Dataset entries:
=== Begin Enclosure ===
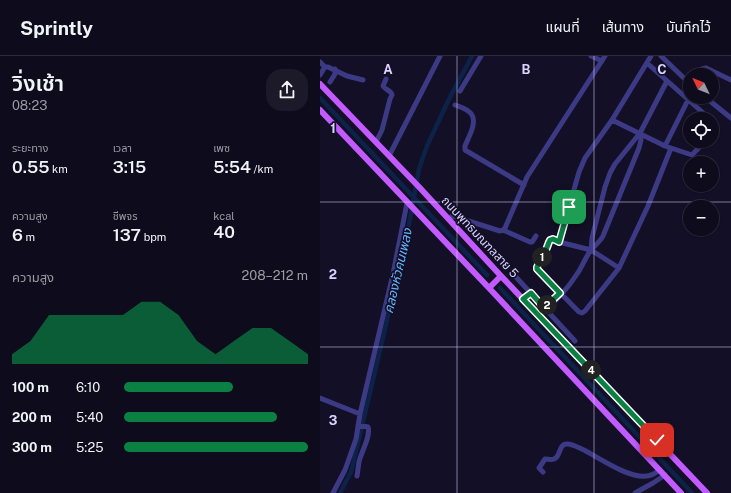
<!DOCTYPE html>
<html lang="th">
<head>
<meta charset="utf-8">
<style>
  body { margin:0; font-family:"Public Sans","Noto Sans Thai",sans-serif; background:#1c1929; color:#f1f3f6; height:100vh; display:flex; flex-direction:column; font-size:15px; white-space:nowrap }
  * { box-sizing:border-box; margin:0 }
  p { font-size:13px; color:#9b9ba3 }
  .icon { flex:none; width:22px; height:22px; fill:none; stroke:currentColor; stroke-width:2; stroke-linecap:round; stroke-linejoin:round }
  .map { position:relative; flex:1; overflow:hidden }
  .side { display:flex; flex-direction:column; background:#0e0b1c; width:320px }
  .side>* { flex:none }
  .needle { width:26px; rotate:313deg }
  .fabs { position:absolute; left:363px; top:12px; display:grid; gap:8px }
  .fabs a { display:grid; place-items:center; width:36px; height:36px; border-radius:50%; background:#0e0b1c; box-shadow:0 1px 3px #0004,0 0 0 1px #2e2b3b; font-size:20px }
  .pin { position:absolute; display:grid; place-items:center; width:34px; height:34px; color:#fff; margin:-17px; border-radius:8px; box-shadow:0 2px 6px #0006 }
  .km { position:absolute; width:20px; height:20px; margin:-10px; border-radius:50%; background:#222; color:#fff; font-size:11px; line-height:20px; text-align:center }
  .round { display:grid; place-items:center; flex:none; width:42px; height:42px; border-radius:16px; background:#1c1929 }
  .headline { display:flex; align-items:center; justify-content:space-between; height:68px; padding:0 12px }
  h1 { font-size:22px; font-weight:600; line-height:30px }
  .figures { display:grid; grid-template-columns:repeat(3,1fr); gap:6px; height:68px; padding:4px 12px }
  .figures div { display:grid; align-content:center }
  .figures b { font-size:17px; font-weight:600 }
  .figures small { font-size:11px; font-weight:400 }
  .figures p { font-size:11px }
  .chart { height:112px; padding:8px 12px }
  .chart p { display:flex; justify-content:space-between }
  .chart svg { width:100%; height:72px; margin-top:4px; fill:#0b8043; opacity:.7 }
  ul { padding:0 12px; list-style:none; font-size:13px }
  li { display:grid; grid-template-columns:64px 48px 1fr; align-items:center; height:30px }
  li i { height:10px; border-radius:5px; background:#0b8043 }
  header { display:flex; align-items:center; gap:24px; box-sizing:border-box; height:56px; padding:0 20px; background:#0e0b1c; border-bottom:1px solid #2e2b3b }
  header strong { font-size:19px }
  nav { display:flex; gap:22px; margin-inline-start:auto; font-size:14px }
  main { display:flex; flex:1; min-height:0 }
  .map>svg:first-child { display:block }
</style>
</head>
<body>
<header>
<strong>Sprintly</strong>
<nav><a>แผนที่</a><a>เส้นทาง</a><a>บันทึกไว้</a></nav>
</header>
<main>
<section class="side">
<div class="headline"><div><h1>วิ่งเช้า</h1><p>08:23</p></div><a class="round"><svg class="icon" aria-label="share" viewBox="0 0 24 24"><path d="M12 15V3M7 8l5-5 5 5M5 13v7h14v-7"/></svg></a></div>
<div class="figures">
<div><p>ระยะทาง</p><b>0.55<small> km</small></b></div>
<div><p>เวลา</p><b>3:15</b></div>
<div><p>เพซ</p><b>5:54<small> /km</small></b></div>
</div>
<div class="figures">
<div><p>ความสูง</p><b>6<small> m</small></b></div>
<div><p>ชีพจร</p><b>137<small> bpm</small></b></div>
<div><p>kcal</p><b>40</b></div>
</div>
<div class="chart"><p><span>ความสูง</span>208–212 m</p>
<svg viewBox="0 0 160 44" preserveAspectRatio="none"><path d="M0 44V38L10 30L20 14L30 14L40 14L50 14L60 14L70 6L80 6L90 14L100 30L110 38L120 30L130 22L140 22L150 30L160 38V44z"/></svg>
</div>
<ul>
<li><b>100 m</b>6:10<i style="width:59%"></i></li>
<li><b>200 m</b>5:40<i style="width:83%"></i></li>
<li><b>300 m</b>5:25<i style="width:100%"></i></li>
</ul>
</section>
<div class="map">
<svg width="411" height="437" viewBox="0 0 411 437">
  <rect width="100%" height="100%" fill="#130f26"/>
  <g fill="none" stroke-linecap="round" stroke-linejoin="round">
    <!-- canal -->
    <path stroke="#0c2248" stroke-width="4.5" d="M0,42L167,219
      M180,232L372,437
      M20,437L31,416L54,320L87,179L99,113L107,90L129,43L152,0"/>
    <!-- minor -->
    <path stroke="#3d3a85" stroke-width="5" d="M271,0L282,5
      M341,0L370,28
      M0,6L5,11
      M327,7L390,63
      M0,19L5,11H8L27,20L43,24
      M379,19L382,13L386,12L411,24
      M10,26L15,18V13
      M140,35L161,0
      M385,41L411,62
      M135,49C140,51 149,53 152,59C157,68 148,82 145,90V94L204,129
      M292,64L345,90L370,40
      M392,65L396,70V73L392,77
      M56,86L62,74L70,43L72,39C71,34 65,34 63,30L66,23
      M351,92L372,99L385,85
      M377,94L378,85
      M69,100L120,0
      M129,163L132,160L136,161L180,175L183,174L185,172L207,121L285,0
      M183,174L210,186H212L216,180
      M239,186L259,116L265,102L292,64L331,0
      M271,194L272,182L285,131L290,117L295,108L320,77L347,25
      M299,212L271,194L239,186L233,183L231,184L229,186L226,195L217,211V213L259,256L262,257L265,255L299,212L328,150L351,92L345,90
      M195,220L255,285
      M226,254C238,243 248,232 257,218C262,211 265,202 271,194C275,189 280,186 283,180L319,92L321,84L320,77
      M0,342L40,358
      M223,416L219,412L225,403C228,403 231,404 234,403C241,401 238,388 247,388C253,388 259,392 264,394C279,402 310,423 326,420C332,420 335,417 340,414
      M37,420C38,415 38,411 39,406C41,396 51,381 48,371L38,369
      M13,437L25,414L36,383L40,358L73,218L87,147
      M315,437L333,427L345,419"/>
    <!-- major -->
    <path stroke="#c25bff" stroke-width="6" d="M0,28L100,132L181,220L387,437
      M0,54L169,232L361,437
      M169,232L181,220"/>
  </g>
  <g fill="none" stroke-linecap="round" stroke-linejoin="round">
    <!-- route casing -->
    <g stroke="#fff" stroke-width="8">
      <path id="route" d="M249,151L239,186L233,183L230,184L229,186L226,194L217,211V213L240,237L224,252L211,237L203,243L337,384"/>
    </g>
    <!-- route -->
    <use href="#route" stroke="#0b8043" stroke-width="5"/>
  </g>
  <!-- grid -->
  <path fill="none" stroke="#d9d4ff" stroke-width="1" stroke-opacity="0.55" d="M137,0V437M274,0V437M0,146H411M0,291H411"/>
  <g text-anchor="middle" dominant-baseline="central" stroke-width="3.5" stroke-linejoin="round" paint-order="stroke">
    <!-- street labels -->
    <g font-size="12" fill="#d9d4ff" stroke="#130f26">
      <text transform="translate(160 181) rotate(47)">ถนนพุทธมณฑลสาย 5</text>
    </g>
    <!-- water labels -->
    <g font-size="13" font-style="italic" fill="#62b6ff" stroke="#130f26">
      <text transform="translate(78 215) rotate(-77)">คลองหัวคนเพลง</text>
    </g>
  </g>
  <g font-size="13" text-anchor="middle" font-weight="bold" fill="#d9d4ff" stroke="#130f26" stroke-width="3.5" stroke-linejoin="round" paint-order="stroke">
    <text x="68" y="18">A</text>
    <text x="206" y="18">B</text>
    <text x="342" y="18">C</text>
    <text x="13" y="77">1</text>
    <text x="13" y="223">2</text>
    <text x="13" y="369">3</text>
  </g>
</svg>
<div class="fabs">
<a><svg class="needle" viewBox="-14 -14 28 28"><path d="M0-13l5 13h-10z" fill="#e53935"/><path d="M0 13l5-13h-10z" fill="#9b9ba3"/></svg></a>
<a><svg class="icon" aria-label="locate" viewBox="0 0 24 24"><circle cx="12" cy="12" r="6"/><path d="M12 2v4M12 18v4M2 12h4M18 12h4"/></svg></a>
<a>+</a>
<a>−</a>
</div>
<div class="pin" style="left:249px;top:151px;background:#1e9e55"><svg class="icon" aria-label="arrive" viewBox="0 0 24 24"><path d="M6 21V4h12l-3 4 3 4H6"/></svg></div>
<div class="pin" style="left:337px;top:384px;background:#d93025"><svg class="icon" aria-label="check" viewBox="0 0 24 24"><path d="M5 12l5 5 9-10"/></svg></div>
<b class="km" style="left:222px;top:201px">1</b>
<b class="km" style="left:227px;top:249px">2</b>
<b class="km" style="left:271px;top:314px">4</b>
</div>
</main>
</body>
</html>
=== End Enclosure ===
Only the count is wanted. Find the lines of the records that include the word "ความส" and state how many.

2